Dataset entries
::::
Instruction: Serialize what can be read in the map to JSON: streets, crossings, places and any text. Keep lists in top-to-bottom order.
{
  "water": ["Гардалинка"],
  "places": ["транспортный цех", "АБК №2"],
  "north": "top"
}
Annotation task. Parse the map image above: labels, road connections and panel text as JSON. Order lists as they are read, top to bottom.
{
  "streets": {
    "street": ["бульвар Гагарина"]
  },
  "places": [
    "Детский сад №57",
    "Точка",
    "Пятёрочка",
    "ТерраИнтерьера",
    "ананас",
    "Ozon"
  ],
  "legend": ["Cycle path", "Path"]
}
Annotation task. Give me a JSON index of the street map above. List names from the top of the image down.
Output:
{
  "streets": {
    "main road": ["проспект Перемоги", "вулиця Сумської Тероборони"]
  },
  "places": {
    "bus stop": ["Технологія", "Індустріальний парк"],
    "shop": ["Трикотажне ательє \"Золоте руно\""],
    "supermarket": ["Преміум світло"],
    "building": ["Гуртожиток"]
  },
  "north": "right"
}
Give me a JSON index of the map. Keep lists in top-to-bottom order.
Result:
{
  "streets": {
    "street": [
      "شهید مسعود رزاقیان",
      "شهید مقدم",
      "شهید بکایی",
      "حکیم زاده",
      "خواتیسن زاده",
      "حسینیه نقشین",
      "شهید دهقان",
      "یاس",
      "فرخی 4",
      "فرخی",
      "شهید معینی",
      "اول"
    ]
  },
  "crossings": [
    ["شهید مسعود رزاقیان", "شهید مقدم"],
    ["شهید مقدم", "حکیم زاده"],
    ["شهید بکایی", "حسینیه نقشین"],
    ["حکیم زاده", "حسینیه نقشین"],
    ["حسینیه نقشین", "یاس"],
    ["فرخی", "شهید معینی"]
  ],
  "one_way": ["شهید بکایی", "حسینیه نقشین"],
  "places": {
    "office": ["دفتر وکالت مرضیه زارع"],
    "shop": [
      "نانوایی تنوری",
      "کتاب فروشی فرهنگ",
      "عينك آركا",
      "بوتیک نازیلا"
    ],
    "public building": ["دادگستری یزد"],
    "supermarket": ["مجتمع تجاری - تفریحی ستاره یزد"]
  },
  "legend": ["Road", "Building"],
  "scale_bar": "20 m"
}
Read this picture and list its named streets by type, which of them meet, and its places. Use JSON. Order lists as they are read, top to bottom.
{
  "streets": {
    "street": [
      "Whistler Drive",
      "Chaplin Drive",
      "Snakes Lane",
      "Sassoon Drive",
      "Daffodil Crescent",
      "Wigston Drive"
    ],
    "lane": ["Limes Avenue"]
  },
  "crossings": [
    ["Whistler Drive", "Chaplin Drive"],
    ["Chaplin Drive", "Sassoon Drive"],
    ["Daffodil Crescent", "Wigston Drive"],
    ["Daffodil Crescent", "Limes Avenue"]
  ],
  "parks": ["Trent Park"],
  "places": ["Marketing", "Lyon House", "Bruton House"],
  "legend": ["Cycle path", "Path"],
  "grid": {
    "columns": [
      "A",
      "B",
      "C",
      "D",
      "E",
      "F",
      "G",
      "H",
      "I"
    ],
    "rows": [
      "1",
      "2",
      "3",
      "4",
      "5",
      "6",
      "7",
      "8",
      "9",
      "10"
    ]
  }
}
::::
Task statement
Exact retyping of all the entries is required.

Finished task
Instruction: Serialize what can be read in the map to JSON: streets, crossings, places and any text. Keep lists in top-to-bottom order.
{
  "water": ["Гардалинка"],
  "places": ["транспортный цех", "АБК №2"],
  "north": "top"
}
Annotation task. Parse the map image above: labels, road connections and panel text as JSON. Order lists as they are read, top to bottom.
{
  "streets": {
    "street": ["бульвар Гагарина"]
  },
  "places": [
    "Детский сад №57",
    "Точка",
    "Пятёрочка",
    "ТерраИнтерьера",
    "ананас",
    "Ozon"
  ],
  "legend": ["Cycle path", "Path"]
}
Annotation task. Give me a JSON index of the street map above. List names from the top of the image down.
Output:
{
  "streets": {
    "main road": ["проспект Перемоги", "вулиця Сумської Тероборони"]
  },
  "places": {
    "bus stop": ["Технологія", "Індустріальний парк"],
    "shop": ["Трикотажне ательє \"Золоте руно\""],
    "supermarket": ["Преміум світло"],
    "building": ["Гуртожиток"]
  },
  "north": "right"
}
Give me a JSON index of the map. Keep lists in top-to-bottom order.
Result:
{
  "streets": {
    "street": [
      "شهید مسعود رزاقیان",
      "شهید مقدم",
      "شهید بکایی",
      "حکیم زاده",
      "خواتیسن زاده",
      "حسینیه نقشین",
      "شهید دهقان",
      "یاس",
      "فرخی 4",
      "فرخی",
      "شهید معینی",
      "اول"
    ]
  },
  "crossings": [
    ["شهید مسعود رزاقیان", "شهید مقدم"],
    ["شهید مقدم", "حکیم زاده"],
    ["شهید بکایی", "حسینیه نقشین"],
    ["حکیم زاده", "حسینیه نقشین"],
    ["حسینیه نقشین", "یاس"],
    ["فرخی", "شهید معینی"]
  ],
  "one_way": ["شهید بکایی", "حسینیه نقشین"],
  "places": {
    "office": ["دفتر وکالت مرضیه زارع"],
    "shop": [
      "نانوایی تنوری",
      "کتاب فروشی فرهنگ",
      "عينك آركا",
      "بوتیک نازیلا"
    ],
    "public building": ["دادگستری یزد"],
    "supermarket": ["مجتمع تجاری - تفریحی ستاره یزد"]
  },
  "legend": ["Road", "Building"],
  "scale_bar": "20 m"
}
Read this picture and list its named streets by type, which of them meet, and its places. Use JSON. Order lists as they are read, top to bottom.
{
  "streets": {
    "street": [
      "Whistler Drive",
      "Chaplin Drive",
      "Snakes Lane",
      "Sassoon Drive",
      "Daffodil Crescent",
      "Wigston Drive"
    ],
    "lane": ["Limes Avenue"]
  },
  "crossings": [
    ["Whistler Drive", "Chaplin Drive"],
    ["Chaplin Drive", "Sassoon Drive"],
    ["Daffodil Crescent", "Wigston Drive"],
    ["Daffodil Crescent", "Limes Avenue"]
  ],
  "parks": ["Trent Park"],
  "places": ["Marketing", "Lyon House", "Bruton House"],
  "legend": ["Cycle path", "Path"],
  "grid": {
    "columns": [
      "A",
      "B",
      "C",
      "D",
      "E",
      "F",
      "G",
      "H",
      "I"
    ],
    "rows": [
      "1",
      "2",
      "3",
      "4",
      "5",
      "6",
      "7",
      "8",
      "9",
      "10"
    ]
  }
}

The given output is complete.